MobileRead Forums - View Single Post - Multipage questions (Sueddeutsche Magazin)

aerodynamik · 04-25-2011, 07:21 AM

Quote:

Originally Posted by miwie

Really nice work for "Süddeutsche Magazin"!

Though I cannot give any hints to the question itself let me suggest the following improvements:

Use of UTF-8 text for metadata (e.g. title) by prepending text with 'u' (and use Umlauts in the text istelf of course)
Set correct metadata for language by using something like conversion_options = {'language' : language}
Set publisher in metadata, e.g. like publisher = u'Magazin Verlagsgesellschaft / Süddeutsche Zeitung mbH / 81677 München'

+Karma!

Thanks for the feedback and the karma

I added the conversion options, the publisher and the UTF-8 text for title etc. with Umlauts.

I also took a look again at the comments in preprocess_html. Actually, the comments were still correct at when logging them. Apparently, they would really be modified (incorrectly?) after preprocess_html?

After removing the banner ad the only comment left was google_ads. Removing the comments as in the beautifulsoup documentation would not work, the comments would not be found. I found them and removed the comments with this code

Code:

            comments = next_article.findAll(text=re.compile('google_ad'))
            [comment.extract() for comment in comments]

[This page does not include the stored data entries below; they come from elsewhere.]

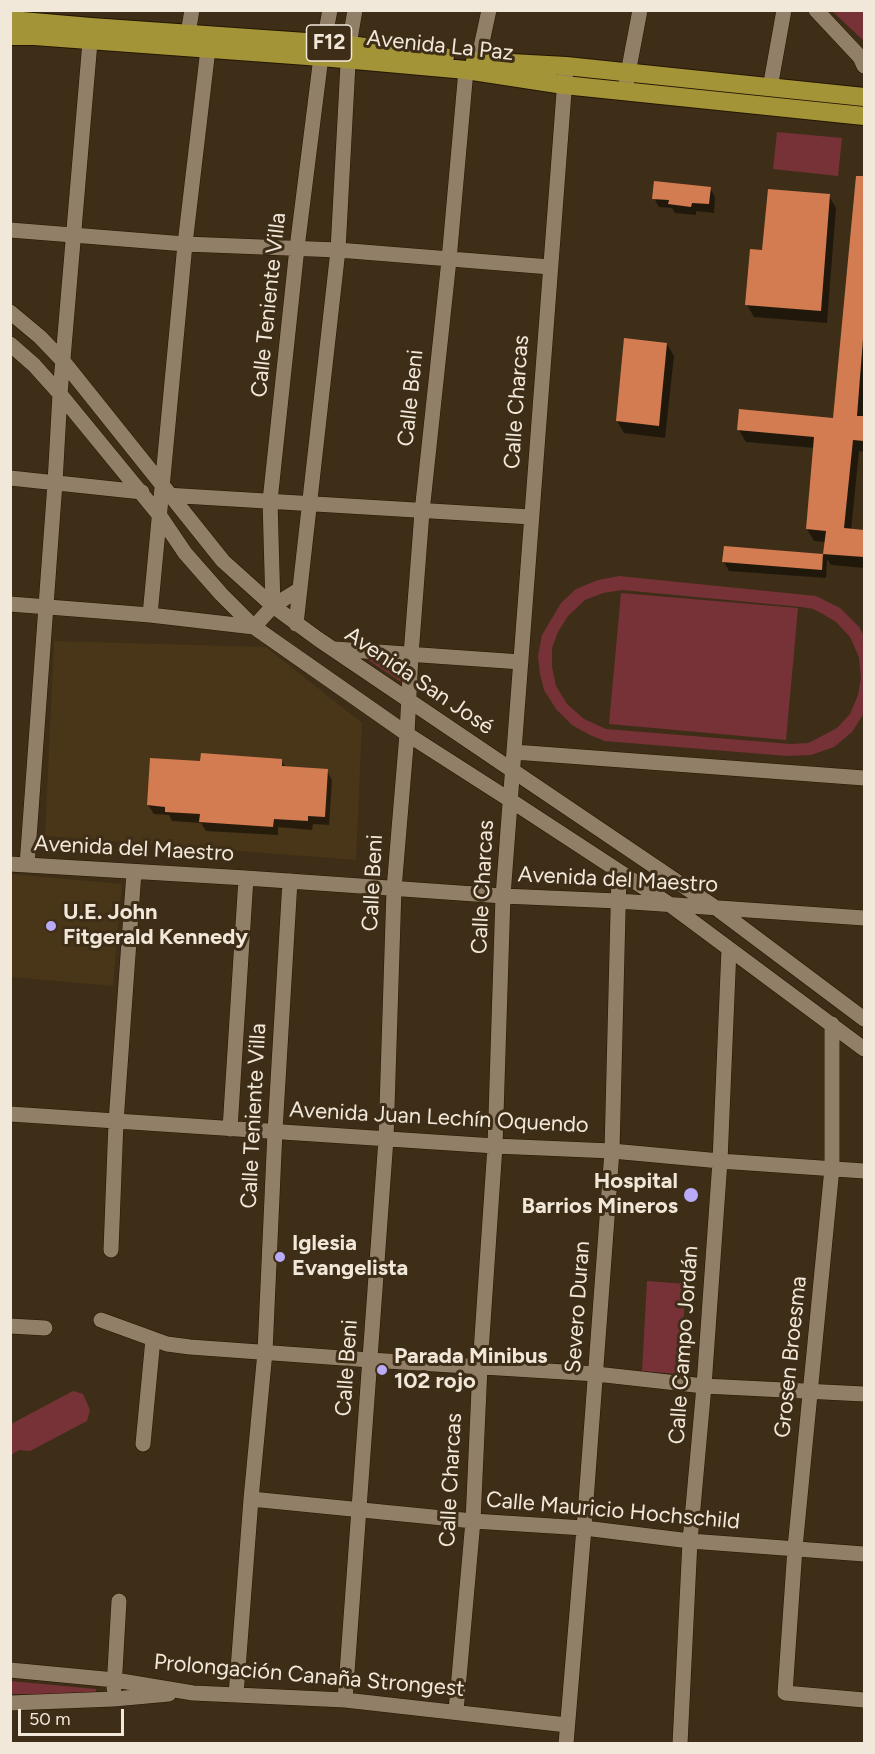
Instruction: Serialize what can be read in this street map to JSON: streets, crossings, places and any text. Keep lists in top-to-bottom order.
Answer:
{
  "streets": {
    "main road": ["F12", "Avenida La Paz"],
    "street": [
      "Calle Teniente Villa",
      "Calle Beni",
      "Calle Charcas",
      "Avenida San José",
      "Avenida del Maestro",
      "Avenida Juan Lechín Oquendo",
      "Severo Duran",
      "Calle Campo Jordán",
      "Grosen Broesma",
      "Calle Mauricio Hochschild",
      "Prolongación Canaña Strongest"
    ]
  },
  "crossings": [
    ["Avenida La Paz", "Calle Teniente Villa"],
    ["Avenida La Paz", "Calle Beni"],
    ["Avenida La Paz", "Calle Charcas"],
    ["Calle Teniente Villa", "Avenida San José"],
    ["Calle Teniente Villa", "Avenida del Maestro"],
    ["Calle Teniente Villa", "Avenida Juan Lechín Oquendo"],
    ["Calle Teniente Villa", "Calle Mauricio Hochschild"],
    ["Calle Teniente Villa", "Prolongación Canaña Strongest"],
    ["Calle Beni", "Avenida San José"],
    ["Calle Beni", "Avenida del Maestro"],
    ["Calle Beni", "Avenida Juan Lechín Oquendo"],
    ["Calle Beni", "Calle Mauricio Hochschild"],
    ["Calle Beni", "Prolongación Canaña Strongest"],
    ["Calle Charcas", "Avenida San José"],
    ["Calle Charcas", "Avenida del Maestro"],
    ["Calle Charcas", "Avenida Juan Lechín Oquendo"],
    ["Calle Charcas", "Calle Mauricio Hochschild"],
    ["Calle Charcas", "Prolongación Canaña Strongest"],
    ["Avenida San José", "Avenida del Maestro"],
    ["Avenida del Maestro", "Severo Duran"],
    ["Avenida Juan Lechín Oquendo", "Severo Duran"],
    ["Avenida Juan Lechín Oquendo", "Calle Campo Jordán"],
    ["Avenida Juan Lechín Oquendo", "Grosen Broesma"],
    ["Severo Duran", "Calle Mauricio Hochschild"],
    ["Severo Duran", "Prolongación Canaña Strongest"],
    ["Calle Campo Jordán", "Calle Mauricio Hochschild"],
    ["Grosen Broesma", "Calle Mauricio Hochschild"]
  ],
  "places": [
    "U.E. John Fitgerald Kennedy",
    "Hospital Barrios Mineros",
    "Iglesia Evangelista",
    "Parada Minibus 102 rojo"
  ],
  "scale_bar": "50 m"
}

This is my current version.

Spoiler:

Code:

#!/usr/bin/env  python

__license__   = 'GPL v3'
__copyright__ = '2011, Nikolas Mangold <nmangold at gmail.com>'
'''
sz-magazin.de
'''
from calibre.web.feeds.news import BasicNewsRecipe
from calibre import strftime
import re

class SueddeutscheZeitungMagazin(BasicNewsRecipe):
    title                  = u'Süddeutsche Zeitung Magazin'
    __author__             = 'Nikolas Mangold'
    description            = u'Süddeutsche Zeitung Magazin'
    publisher              = u'Magazin Verlagsgesellschaft / Süddeutsche Zeitung mbH / 81677 München'
    category               = 'Germany'
    no_stylesheets         = True
    encoding               = 'cp1252'
    remove_empty_feeds     = True
    delay                  = 1
    PREFIX                 = 'http://sz-magazin.sueddeutsche.de'
    INDEX                  = PREFIX + '/hefte'
    use_embedded_content   = False
    masthead_url = 'http://sz-magazin.sueddeutsche.de/img/general/logo.gif'
    language               = 'de'
    publication_type       = 'magazine'
    extra_css              = ' body{font-family: Arial,Helvetica,sans-serif} '
    timefmt = '%W %Y'

    conversion_options = {
                          'comment'          : description
                        , 'tags'             : category
                        , 'publisher'        : publisher
                        , 'language'         : language
                        , 'linearize_tables' : True
                        }

    remove_tags_before =  dict(attrs={'class':'vorspann'})
    remove_tags_after  =  dict(attrs={'id':'commentsContainer'})
    remove_tags = [dict(name='ul', attrs={'class':'textoptions'}),dict(name='div', attrs={'class':'BannerBug'}),dict(name='div', attrs={'id':'commentsContainer'}),dict(name='div', attrs={'class':'plugin-linkbox'})]
        
    def parse_index(self):
        feeds = []

        # determine current issue
        index = self.index_to_soup(self.INDEX)
        year_index = index.find('ul', attrs={'class':'hefte-jahre'})
        week_index = index.find('ul', attrs={'class':'heftindex'})
        year = self.tag_to_string(year_index.find('li')).strip()
        tmp = week_index.find('li').a
        week = self.tag_to_string(tmp)
        aktuelles_heft = self.PREFIX + tmp['href']

        # set cover
        self.cover_url = '{0}/img/hefte/thumbs_l/{1}{2}.jpg'.format(self.PREFIX,year,week)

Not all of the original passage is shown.